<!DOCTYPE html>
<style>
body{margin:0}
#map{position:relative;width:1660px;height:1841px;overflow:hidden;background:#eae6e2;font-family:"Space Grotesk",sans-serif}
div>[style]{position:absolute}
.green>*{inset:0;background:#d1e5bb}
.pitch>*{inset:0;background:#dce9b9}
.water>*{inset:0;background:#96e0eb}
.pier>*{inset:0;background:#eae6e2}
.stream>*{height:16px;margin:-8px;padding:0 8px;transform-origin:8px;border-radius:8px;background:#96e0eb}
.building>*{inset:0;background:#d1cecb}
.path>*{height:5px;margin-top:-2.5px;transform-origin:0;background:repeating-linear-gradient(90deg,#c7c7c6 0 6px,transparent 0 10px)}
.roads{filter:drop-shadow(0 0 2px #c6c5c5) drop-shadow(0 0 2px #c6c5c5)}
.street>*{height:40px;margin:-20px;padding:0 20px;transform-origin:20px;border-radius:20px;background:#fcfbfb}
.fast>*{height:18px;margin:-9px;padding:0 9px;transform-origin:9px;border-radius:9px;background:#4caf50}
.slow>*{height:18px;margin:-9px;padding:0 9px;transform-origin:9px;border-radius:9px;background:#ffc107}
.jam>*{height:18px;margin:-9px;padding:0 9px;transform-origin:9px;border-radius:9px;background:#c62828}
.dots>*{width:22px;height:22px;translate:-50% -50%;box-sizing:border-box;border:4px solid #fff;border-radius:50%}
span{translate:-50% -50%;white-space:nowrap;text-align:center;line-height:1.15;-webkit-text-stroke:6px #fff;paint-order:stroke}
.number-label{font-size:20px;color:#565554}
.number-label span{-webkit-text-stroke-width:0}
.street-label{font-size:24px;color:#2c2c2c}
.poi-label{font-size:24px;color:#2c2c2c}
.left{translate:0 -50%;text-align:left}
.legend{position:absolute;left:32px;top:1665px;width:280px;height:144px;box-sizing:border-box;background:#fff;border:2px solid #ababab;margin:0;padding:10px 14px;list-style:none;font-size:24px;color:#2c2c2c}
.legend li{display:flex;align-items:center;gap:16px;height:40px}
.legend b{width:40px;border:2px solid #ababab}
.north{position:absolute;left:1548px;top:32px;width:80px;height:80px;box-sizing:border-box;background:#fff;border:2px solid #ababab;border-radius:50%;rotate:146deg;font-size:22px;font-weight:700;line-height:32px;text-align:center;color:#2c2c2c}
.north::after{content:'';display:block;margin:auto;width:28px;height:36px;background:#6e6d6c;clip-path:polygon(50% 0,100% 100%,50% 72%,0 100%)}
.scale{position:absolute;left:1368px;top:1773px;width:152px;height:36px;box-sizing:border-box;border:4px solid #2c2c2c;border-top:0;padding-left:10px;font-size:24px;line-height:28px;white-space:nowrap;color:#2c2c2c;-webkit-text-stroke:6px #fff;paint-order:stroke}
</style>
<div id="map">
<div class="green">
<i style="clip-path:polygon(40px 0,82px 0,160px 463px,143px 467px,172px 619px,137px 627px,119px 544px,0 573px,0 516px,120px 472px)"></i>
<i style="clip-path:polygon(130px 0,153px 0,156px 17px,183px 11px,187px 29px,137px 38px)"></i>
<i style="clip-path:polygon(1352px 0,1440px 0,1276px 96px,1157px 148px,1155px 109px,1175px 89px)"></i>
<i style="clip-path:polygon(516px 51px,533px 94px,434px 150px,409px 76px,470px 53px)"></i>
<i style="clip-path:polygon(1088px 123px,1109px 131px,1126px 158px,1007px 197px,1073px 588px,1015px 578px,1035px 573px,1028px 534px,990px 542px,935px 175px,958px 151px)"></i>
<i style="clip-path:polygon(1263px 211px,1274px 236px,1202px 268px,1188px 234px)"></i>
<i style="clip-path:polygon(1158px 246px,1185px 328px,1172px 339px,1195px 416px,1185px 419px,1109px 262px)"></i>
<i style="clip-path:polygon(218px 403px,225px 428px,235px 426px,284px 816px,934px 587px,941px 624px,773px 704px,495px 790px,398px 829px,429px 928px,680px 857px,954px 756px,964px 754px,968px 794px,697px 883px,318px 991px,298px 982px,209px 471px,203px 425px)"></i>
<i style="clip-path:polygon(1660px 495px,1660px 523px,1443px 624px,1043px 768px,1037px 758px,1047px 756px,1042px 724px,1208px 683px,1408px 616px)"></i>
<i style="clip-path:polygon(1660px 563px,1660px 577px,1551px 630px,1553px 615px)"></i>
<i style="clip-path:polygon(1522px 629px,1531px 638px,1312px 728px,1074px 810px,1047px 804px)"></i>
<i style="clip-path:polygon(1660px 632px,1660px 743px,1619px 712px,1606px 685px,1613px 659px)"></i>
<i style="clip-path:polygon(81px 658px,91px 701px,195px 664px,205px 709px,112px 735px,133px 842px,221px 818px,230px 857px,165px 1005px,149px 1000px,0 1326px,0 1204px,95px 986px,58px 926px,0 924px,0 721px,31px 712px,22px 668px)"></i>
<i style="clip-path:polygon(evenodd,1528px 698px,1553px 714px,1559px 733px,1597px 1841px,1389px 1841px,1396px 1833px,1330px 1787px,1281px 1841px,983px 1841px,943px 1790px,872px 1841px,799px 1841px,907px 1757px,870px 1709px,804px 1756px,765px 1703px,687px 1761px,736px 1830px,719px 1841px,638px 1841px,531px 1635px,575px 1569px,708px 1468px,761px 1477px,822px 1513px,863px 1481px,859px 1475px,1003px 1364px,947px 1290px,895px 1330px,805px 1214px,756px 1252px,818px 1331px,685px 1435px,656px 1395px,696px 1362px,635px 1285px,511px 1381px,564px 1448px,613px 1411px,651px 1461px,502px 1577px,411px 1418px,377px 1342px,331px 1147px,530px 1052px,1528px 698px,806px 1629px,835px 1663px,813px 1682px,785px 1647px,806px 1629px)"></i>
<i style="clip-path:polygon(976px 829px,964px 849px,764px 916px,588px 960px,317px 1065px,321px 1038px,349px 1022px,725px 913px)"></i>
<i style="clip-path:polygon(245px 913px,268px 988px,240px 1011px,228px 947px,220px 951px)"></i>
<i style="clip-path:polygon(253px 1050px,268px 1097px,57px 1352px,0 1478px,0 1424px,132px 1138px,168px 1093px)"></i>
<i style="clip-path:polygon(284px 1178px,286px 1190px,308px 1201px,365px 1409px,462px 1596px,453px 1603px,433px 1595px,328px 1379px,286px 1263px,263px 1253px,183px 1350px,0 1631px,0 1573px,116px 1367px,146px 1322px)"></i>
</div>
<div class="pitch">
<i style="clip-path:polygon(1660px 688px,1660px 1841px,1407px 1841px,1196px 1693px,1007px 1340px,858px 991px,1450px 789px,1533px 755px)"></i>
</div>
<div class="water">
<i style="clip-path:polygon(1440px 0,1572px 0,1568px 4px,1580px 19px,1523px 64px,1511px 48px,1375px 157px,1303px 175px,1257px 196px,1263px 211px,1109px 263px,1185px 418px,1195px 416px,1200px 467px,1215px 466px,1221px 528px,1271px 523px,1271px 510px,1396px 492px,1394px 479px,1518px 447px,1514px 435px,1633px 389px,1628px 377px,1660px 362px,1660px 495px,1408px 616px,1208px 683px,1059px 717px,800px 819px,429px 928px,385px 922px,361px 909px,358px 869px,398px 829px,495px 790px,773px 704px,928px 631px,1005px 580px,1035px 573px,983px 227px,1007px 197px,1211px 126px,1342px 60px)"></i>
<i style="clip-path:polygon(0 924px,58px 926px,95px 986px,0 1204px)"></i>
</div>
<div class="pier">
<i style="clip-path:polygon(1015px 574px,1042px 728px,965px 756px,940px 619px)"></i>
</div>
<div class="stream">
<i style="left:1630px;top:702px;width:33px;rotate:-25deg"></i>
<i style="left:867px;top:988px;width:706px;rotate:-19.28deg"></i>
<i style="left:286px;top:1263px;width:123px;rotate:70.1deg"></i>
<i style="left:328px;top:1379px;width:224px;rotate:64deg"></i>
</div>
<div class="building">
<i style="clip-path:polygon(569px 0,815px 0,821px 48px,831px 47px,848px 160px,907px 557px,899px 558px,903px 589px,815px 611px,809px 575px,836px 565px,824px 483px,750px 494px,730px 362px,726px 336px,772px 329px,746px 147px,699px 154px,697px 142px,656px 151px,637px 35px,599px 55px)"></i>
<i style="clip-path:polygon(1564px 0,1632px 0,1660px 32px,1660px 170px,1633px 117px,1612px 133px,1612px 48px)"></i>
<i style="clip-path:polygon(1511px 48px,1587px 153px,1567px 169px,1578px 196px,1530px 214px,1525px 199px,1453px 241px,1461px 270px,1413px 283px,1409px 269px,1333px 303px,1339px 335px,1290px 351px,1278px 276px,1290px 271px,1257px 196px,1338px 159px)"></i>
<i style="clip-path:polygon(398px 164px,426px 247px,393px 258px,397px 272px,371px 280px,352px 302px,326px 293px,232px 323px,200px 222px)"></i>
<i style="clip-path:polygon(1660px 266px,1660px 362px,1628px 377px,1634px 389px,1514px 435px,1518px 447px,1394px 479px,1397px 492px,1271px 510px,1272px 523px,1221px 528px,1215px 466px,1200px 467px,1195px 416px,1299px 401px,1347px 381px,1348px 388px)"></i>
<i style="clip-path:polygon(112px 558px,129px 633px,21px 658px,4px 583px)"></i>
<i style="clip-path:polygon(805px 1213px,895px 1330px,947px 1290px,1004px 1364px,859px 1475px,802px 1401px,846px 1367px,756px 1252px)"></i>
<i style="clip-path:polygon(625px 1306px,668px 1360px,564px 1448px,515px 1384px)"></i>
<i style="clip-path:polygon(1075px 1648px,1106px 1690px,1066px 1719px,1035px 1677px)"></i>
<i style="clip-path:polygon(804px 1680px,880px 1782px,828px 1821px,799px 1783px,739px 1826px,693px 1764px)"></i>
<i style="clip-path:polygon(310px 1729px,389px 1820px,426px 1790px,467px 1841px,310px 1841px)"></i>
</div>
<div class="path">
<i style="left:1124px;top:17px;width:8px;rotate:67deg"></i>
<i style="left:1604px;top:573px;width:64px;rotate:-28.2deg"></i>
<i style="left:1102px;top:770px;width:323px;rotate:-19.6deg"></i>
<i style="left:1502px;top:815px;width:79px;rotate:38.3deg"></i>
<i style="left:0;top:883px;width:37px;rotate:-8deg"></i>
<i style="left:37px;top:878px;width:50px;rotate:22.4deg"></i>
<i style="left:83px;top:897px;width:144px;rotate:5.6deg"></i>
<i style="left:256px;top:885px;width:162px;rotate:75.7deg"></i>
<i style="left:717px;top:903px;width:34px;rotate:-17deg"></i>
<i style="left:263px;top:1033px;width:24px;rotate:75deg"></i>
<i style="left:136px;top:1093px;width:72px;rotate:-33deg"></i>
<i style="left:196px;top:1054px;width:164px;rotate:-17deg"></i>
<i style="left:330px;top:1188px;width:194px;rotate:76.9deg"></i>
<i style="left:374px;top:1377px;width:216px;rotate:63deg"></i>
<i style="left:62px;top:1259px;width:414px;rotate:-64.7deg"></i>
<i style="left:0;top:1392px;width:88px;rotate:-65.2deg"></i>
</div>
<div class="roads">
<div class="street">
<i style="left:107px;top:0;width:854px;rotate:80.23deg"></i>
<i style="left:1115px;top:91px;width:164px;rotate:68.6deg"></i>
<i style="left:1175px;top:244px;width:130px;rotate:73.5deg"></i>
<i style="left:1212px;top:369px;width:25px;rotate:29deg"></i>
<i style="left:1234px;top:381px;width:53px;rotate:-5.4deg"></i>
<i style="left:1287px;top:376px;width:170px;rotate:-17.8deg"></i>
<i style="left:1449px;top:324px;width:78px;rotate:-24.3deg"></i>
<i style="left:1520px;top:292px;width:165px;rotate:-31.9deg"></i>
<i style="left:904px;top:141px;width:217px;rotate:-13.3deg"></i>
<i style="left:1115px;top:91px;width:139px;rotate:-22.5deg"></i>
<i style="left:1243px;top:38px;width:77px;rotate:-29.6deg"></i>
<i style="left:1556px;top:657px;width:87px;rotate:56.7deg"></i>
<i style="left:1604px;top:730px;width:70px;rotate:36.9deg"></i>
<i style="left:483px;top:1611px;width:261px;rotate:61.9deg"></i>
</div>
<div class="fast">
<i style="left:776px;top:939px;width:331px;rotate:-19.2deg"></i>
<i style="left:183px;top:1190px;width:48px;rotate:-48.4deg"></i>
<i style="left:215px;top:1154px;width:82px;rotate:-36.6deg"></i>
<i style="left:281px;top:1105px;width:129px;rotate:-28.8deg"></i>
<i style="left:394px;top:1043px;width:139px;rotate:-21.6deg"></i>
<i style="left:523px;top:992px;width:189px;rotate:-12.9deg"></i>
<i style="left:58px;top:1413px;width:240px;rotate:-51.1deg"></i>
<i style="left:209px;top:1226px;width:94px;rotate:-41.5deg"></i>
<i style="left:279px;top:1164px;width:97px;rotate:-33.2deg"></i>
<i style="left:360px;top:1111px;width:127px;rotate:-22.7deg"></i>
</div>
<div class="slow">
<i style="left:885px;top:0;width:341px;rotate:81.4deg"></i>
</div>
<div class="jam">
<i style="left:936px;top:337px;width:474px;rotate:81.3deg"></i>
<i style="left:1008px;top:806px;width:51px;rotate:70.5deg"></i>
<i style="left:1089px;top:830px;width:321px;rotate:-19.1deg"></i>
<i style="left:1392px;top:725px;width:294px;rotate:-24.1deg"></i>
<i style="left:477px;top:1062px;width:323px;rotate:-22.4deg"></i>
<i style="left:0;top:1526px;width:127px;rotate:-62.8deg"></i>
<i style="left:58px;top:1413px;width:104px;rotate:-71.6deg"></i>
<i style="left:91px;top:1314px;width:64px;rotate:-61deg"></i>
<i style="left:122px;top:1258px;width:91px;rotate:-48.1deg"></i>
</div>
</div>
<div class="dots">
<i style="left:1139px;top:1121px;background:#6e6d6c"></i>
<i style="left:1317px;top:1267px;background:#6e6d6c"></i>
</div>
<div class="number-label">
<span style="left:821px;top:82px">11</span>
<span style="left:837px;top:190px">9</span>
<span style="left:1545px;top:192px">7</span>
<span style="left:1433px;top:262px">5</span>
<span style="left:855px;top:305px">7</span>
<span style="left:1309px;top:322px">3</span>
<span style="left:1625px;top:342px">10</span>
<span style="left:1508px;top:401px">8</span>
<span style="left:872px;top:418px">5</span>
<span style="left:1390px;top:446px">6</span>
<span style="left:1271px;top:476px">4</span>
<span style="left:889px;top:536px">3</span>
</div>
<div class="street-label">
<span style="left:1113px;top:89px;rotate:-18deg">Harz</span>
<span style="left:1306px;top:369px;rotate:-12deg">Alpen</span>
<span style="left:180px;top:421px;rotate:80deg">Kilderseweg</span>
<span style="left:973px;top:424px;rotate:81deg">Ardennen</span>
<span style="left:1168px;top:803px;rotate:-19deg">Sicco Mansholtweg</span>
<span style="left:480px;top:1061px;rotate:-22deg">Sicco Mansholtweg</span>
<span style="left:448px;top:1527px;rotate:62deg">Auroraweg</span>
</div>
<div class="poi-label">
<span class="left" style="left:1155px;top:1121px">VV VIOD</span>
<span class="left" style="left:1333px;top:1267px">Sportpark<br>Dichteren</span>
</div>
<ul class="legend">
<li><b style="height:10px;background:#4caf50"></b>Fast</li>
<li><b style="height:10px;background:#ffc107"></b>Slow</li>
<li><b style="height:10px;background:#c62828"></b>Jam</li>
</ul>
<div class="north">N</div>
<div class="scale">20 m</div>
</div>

○ ○ ○ ○ ○ ○ ○

| Task goal |
What do the lines of the material read, from the first through the line with "2px #c6c5c5) drop-shadow(0"? Transcribe them exactly and stop there.

| Task result |
<!DOCTYPE html>
<style>
body{margin:0}
#map{position:relative;width:1660px;height:1841px;overflow:hidden;background:#eae6e2;font-family:"Space Grotesk",sans-serif}
div>[style]{position:absolute}
.green>*{inset:0;background:#d1e5bb}
.pitch>*{inset:0;background:#dce9b9}
.water>*{inset:0;background:#96e0eb}
.pier>*{inset:0;background:#eae6e2}
.stream>*{height:16px;margin:-8px;padding:0 8px;transform-origin:8px;border-radius:8px;background:#96e0eb}
.building>*{inset:0;background:#d1cecb}
.path>*{height:5px;margin-top:-2.5px;transform-origin:0;background:repeating-linear-gradient(90deg,#c7c7c6 0 6px,transparent 0 10px)}
.roads{filter:drop-shadow(0 0 2px #c6c5c5) drop-shadow(0 0 2px #c6c5c5)}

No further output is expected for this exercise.